It is not unusual for justices on the U.S. Supreme Court to serve into their 80s. Appointment to the Court by the President of the United States is a life-time appointment and it is assumed -- and hoped -- that a justice will decide when it's time to step down.
Illinois residents don't have to rely on the good sense of Illinois judges to decide when they should step down because of age or any other factors. Our system of electing judges (although flawed) requires that supreme and appellate judges are subject to voter approval every ten years, and lower court judges must face voters every six years. It's rare, but judges have been voted off the bench, although not usually because of age.
Advancing age is becoming less of a factor in all facets of modern life. As medical care improves -- and the economy worsens -- people are capable of working longer and the true test of one's ability to perform is the performance itself, not the date of birth.
So we agree -- generally -- with the decision by the Illinois Supreme Court to overturn the law that set a mandatory
retirement age for state judges.
But why was the Court so insensitive that it selected the one justice who would be most personally and immediately affected by the ruling to write the opinion?
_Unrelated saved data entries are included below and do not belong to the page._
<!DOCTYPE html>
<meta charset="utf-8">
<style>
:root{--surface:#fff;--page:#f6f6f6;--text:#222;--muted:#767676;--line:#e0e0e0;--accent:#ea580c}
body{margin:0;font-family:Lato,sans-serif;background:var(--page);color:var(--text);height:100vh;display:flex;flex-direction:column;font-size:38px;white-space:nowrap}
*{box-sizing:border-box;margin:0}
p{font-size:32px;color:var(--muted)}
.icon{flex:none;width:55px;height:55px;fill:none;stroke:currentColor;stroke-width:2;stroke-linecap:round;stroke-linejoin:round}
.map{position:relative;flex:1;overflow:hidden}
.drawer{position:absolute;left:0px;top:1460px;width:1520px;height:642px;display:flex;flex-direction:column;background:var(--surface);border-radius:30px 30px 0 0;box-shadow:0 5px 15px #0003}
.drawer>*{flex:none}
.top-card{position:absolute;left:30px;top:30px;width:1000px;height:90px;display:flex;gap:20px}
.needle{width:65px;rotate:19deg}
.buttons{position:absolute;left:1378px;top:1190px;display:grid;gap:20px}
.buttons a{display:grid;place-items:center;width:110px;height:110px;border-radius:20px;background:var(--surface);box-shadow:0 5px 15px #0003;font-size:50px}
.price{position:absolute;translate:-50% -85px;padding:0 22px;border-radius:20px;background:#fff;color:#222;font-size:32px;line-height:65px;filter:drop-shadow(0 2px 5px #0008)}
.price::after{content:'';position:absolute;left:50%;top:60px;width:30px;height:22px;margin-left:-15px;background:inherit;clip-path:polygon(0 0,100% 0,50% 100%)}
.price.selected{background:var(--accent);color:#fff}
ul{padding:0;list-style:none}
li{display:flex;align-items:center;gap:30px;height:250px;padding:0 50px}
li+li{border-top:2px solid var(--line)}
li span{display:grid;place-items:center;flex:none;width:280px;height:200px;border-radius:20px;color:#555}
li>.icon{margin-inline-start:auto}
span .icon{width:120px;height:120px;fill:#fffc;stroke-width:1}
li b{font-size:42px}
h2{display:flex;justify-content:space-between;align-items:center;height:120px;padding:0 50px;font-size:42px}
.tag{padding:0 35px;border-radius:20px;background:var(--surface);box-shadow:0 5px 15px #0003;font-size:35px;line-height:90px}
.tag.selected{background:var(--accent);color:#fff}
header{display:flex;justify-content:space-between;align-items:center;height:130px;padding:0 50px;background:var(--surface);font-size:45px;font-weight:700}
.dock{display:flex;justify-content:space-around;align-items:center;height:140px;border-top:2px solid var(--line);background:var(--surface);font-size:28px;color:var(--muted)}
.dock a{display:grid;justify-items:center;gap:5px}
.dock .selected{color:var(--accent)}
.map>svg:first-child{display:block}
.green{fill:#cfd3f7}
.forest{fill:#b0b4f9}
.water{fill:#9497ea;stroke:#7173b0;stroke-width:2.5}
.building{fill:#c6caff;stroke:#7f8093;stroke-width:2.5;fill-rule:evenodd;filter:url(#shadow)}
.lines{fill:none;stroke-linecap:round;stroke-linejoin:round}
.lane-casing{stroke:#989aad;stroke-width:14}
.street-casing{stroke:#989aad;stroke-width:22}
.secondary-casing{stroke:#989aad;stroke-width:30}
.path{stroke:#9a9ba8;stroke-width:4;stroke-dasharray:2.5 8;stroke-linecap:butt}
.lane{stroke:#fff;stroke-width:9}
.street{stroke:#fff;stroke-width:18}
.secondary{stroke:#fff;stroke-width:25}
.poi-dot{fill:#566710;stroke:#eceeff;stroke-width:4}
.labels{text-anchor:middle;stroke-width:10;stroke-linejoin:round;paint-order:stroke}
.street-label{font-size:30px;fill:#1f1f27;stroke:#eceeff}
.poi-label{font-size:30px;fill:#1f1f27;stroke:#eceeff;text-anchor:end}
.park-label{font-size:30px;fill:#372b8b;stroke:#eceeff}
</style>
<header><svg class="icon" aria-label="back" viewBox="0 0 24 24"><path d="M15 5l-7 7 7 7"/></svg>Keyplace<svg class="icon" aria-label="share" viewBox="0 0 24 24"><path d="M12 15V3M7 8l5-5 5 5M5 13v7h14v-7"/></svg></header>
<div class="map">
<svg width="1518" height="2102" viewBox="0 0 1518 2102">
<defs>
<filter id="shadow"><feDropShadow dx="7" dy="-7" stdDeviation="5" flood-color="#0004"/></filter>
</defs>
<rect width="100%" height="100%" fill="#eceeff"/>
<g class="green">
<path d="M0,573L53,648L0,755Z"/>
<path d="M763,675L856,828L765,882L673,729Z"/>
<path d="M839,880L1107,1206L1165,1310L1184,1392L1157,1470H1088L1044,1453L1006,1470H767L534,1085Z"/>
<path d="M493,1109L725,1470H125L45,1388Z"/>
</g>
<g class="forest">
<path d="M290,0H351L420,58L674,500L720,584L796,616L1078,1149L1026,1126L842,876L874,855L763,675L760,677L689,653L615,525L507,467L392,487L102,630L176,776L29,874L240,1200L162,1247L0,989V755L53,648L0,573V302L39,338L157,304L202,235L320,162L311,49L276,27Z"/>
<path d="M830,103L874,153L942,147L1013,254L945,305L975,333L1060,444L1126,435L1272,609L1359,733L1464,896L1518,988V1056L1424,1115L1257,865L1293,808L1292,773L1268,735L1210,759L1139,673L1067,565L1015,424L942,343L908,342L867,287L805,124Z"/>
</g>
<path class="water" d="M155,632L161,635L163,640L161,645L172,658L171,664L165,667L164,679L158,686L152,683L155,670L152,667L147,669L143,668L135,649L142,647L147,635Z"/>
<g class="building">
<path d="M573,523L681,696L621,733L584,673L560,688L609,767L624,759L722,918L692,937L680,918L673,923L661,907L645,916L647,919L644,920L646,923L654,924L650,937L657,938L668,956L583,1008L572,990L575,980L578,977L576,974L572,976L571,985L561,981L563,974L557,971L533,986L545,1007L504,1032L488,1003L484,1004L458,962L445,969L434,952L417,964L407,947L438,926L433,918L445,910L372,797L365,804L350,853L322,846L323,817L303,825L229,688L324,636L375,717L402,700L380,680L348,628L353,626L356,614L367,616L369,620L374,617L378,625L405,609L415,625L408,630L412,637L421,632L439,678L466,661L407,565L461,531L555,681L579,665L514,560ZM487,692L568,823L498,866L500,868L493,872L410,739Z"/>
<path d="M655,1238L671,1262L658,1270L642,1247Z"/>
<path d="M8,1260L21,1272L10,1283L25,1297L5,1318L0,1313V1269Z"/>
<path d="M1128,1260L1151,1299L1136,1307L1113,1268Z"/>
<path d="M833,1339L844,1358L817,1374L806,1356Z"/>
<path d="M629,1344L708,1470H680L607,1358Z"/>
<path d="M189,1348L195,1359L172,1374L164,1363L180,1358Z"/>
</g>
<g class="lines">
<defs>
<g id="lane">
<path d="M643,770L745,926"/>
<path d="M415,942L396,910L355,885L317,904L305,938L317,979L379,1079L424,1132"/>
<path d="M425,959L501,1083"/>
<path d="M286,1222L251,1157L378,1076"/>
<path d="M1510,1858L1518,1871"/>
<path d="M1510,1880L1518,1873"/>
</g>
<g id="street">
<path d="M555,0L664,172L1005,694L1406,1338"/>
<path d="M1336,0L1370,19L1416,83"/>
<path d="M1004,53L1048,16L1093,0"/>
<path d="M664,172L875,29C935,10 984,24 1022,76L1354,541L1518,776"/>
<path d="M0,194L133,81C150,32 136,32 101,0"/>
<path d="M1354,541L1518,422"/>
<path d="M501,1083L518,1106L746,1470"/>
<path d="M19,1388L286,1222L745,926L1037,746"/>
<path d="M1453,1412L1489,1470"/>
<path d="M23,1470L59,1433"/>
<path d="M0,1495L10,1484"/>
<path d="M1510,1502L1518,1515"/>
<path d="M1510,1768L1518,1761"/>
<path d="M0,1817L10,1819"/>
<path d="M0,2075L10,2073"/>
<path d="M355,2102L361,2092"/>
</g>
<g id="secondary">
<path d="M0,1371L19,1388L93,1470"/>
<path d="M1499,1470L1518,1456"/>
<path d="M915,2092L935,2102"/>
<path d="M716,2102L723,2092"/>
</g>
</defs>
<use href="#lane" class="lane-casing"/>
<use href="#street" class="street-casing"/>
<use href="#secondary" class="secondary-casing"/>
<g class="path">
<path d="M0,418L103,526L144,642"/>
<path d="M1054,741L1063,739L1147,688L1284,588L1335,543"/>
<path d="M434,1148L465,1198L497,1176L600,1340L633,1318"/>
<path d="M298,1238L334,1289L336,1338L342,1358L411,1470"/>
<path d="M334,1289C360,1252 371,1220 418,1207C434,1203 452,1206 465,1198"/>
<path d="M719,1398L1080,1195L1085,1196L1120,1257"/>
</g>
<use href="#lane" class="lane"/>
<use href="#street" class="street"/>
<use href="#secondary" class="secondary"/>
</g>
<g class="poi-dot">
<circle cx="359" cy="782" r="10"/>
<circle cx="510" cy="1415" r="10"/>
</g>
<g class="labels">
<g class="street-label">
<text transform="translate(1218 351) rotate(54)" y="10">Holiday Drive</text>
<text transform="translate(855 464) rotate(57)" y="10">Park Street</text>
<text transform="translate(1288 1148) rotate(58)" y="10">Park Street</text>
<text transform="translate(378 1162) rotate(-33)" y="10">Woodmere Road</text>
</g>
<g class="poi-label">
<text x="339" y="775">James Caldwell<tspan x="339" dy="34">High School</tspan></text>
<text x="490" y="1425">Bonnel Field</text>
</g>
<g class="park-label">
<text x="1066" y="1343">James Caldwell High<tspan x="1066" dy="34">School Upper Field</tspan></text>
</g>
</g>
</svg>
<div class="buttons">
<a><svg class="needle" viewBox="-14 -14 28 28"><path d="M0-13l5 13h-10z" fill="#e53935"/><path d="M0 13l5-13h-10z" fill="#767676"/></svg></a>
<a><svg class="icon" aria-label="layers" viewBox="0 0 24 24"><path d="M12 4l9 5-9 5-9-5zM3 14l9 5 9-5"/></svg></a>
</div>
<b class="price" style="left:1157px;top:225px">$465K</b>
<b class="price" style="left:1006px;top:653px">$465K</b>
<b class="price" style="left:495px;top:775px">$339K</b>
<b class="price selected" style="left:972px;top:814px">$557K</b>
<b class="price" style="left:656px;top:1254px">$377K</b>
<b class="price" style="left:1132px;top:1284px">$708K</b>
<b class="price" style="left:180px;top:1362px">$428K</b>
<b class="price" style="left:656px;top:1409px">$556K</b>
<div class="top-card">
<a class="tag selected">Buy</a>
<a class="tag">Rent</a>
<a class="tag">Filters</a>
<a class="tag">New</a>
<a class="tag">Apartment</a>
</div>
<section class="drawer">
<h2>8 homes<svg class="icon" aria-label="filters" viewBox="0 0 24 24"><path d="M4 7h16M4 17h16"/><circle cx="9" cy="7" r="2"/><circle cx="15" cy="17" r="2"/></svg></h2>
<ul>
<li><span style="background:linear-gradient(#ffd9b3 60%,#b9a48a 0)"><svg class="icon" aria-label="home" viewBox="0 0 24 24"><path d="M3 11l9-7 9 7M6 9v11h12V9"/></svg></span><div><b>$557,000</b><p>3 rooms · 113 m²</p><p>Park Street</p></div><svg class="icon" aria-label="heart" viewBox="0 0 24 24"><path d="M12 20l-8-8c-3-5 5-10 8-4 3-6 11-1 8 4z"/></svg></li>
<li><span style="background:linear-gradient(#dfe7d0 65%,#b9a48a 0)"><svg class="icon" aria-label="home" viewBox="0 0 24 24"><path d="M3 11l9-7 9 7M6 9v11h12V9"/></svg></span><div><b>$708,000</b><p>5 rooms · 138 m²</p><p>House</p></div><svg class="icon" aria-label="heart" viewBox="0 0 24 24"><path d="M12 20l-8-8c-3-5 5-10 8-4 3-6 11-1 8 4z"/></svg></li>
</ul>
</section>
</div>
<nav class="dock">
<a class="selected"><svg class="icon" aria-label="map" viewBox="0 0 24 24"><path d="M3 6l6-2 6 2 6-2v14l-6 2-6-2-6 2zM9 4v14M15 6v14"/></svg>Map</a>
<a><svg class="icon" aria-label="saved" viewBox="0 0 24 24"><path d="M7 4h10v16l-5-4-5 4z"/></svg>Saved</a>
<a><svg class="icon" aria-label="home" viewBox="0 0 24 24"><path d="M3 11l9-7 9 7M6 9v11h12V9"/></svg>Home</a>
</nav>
Justice Charles Freeman's ten-year term on the Court expires next year. Under the law (before June 18), Justice Freeman would not be eligible to seek retention next year. Now, because of the opinion he wrote, he is eligible to seek another ten-year-term at the current annual salary of about $190,000 -- or a total of almost $2 million.
Is it a ruling that has a direct and personal benefit to Justice Freeman? It certainly could be viewed that way and it's puzzling why the Court did not recognize the potential appearance of conflict of interest -- especially within two weeks of the Caperton vs. Massey ruling of the U.S. Supreme Court concerning recusals by state judges when there is a potential conflict of interest resulting from campaign contributions.
The dissenting view in the ruling, written by Justice Lloyd Karmeier, is convincing and probably should have prevailed if only the facts were involved. But the underlying issue -- should people stop working at a certain age merely because of the date of birth -- is a broader issue.